Each line below that includes the word "screenshot" is to be reported.

→ Data records:
★ ★ ★
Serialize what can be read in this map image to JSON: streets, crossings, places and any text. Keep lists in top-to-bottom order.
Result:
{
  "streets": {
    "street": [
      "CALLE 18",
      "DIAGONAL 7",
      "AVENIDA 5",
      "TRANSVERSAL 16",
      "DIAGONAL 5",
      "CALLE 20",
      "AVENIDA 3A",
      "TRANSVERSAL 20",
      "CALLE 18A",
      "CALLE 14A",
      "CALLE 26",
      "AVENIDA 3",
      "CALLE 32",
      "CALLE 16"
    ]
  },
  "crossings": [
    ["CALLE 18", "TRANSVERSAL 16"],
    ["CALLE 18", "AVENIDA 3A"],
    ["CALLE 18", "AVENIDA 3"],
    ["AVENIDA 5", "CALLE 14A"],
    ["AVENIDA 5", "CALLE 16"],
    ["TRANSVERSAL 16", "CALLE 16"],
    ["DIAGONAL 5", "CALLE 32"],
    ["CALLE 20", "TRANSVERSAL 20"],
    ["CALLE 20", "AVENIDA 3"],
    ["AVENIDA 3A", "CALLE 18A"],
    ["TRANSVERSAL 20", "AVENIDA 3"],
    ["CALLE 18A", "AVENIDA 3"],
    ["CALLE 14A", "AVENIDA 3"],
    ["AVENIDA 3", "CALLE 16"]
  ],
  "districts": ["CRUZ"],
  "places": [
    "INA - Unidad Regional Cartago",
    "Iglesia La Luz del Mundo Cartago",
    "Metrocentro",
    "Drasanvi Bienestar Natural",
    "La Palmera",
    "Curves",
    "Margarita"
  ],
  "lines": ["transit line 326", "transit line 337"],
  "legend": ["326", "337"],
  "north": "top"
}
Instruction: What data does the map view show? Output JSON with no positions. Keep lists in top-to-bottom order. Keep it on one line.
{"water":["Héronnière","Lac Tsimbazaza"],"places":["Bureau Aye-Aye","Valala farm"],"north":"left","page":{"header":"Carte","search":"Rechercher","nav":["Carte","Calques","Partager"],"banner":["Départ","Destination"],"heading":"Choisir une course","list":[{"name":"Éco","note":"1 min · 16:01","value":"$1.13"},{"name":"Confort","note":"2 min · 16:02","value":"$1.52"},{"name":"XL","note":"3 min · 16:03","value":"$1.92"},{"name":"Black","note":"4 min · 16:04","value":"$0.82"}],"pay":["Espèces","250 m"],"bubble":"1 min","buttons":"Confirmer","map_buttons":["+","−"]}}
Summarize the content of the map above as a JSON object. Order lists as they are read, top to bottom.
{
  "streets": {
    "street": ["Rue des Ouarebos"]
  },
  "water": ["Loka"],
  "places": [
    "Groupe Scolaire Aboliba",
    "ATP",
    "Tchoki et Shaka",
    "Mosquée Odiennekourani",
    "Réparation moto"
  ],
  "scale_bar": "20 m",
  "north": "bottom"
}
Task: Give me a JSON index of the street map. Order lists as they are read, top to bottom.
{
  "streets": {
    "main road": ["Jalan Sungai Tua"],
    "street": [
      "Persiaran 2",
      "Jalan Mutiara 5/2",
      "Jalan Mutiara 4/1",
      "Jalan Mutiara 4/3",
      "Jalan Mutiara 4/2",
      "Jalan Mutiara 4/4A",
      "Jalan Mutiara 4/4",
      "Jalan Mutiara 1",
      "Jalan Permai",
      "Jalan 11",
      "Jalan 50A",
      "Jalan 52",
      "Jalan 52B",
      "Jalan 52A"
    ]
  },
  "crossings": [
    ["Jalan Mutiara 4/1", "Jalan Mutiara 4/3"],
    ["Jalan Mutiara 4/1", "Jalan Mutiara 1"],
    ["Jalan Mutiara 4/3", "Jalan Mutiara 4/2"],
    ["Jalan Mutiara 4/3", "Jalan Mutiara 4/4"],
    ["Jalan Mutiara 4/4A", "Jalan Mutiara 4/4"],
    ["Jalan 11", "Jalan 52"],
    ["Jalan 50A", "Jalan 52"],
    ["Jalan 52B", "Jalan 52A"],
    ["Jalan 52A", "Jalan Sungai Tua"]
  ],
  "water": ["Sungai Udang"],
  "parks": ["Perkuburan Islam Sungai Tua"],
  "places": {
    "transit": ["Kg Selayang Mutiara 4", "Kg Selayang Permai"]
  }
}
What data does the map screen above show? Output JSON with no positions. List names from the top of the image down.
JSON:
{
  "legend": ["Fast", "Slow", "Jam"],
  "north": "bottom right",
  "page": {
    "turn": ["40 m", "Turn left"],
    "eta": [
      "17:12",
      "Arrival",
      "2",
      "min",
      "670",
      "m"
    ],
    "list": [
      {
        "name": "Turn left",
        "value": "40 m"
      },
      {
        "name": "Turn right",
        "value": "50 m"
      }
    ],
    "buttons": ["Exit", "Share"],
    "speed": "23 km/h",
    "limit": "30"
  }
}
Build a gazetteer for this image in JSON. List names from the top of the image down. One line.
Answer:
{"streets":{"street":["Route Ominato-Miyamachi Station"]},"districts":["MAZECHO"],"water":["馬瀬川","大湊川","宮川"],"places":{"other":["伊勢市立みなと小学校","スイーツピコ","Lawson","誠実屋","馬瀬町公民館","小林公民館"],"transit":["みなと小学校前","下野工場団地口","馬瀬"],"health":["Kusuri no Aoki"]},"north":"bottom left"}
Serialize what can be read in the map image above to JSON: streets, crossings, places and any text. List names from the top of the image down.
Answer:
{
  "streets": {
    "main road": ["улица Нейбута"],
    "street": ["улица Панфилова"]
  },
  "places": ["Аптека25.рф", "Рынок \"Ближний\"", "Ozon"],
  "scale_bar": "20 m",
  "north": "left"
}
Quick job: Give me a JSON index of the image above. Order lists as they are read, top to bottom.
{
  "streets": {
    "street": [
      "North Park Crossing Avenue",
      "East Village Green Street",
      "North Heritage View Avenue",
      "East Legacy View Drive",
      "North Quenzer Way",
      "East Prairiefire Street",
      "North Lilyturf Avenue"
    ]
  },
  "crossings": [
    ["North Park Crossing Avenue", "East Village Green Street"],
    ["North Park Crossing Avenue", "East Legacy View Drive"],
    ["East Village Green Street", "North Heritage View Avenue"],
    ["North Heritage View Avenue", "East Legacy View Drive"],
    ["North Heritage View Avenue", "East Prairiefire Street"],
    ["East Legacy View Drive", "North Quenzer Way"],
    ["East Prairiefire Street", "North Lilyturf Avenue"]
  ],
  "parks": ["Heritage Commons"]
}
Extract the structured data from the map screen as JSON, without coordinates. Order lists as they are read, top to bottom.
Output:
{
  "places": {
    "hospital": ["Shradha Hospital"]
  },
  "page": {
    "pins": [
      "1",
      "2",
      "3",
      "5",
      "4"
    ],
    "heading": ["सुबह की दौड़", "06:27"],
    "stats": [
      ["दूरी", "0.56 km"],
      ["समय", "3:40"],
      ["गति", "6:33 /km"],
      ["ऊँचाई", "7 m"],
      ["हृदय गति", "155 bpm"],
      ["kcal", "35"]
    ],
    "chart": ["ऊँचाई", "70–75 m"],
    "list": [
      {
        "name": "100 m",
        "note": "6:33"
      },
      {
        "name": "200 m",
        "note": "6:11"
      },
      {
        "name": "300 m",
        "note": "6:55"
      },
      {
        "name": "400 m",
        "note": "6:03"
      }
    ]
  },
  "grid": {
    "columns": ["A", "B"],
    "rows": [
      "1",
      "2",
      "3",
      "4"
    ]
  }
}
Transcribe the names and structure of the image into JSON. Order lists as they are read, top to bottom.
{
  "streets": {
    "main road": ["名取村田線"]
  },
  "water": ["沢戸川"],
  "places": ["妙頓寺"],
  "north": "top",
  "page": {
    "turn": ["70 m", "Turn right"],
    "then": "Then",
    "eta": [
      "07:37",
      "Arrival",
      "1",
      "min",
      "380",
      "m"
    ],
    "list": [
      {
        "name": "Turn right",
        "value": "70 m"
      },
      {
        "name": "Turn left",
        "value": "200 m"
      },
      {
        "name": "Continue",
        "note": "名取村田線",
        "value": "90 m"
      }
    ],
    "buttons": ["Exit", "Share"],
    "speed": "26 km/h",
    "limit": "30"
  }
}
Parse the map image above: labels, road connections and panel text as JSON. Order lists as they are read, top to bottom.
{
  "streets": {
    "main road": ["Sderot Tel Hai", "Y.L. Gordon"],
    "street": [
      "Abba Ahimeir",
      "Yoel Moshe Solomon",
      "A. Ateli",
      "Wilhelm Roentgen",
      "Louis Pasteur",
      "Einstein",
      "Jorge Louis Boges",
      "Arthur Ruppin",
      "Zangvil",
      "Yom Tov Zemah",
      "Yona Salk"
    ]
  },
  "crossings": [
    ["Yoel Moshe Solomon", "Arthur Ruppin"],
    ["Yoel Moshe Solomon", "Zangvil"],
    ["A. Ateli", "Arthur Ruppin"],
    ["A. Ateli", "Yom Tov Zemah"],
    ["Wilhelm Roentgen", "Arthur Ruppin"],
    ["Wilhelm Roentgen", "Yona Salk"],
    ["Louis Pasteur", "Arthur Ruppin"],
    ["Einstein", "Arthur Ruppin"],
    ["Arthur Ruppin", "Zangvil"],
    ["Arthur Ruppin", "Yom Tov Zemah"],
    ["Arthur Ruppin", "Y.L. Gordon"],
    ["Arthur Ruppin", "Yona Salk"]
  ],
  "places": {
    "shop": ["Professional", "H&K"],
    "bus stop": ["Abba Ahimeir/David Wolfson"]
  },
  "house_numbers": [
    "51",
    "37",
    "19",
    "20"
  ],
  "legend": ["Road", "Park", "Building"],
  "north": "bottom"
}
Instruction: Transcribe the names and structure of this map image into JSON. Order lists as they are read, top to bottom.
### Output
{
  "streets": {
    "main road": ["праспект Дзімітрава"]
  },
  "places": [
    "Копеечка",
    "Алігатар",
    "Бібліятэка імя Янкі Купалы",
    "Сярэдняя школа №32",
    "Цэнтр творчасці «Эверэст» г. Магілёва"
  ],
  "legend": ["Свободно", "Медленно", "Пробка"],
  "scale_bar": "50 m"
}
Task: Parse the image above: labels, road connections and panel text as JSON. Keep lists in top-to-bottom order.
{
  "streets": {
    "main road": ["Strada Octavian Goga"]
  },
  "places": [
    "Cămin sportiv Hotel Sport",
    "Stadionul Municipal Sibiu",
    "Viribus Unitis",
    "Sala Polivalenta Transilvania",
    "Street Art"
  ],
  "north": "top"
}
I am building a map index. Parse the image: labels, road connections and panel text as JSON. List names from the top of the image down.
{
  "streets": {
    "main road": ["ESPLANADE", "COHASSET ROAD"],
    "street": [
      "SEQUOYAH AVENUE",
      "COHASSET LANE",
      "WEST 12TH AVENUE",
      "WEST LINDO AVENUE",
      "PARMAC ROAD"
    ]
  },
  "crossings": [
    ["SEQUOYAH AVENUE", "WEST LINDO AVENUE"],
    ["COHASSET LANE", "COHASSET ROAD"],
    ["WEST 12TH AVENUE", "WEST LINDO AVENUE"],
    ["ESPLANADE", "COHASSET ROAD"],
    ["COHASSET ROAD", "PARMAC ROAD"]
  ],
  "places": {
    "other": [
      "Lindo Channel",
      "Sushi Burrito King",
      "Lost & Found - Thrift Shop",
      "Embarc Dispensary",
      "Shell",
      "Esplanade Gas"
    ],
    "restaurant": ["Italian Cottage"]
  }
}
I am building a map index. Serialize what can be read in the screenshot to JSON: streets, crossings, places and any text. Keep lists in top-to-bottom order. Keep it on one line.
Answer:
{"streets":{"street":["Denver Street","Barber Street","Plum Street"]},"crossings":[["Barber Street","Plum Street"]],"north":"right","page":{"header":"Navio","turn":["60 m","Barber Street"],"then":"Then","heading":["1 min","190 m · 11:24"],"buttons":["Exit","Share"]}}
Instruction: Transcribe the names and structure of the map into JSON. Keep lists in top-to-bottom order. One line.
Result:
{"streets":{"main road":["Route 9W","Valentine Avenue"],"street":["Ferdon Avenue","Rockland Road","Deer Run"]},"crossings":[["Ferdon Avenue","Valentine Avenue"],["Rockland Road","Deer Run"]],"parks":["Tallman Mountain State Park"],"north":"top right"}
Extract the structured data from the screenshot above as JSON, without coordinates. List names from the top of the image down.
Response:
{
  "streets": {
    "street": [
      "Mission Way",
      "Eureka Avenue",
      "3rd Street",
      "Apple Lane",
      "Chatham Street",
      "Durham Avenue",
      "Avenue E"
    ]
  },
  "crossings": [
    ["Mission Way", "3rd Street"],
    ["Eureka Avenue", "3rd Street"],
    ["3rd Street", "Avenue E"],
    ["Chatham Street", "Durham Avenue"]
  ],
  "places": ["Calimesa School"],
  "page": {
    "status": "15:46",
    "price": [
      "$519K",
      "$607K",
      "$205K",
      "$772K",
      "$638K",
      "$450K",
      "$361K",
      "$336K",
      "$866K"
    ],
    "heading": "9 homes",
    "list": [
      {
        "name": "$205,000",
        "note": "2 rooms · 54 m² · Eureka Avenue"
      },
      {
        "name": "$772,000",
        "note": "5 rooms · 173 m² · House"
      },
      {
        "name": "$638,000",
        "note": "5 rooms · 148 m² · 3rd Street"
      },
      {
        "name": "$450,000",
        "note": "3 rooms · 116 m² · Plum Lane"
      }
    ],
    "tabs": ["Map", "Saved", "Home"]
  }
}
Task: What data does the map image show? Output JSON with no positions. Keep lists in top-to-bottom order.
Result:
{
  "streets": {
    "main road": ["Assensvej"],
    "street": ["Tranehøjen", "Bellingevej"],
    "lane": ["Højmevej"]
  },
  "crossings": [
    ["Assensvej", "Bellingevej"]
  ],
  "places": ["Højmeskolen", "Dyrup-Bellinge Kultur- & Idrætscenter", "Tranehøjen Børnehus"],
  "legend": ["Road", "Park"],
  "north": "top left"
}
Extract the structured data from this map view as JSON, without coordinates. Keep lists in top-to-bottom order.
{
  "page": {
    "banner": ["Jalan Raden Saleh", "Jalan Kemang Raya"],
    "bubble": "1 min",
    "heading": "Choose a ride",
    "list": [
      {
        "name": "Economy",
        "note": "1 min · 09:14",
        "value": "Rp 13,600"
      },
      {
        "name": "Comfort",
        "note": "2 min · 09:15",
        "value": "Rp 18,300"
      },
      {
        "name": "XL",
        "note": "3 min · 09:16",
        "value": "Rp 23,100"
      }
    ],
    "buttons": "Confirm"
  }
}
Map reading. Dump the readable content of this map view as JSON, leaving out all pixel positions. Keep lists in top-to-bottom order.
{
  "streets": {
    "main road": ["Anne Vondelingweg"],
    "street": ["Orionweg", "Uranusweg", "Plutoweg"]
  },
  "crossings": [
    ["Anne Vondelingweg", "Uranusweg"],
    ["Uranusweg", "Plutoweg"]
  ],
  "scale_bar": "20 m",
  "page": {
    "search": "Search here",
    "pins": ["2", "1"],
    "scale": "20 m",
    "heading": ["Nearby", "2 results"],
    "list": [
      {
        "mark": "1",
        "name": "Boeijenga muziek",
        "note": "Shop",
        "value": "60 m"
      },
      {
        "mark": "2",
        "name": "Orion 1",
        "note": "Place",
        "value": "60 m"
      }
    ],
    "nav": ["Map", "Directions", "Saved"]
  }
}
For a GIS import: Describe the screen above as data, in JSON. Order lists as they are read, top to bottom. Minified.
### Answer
★ ★ ★
→ Answer below:
I am building a map index. Serialize what can be read in the screenshot to JSON: streets, crossings, places and any text. Keep lists in top-to-bottom order. Keep it on one line.
Extract the structured data from the screenshot above as JSON, without coordinates. List names from the top of the image down.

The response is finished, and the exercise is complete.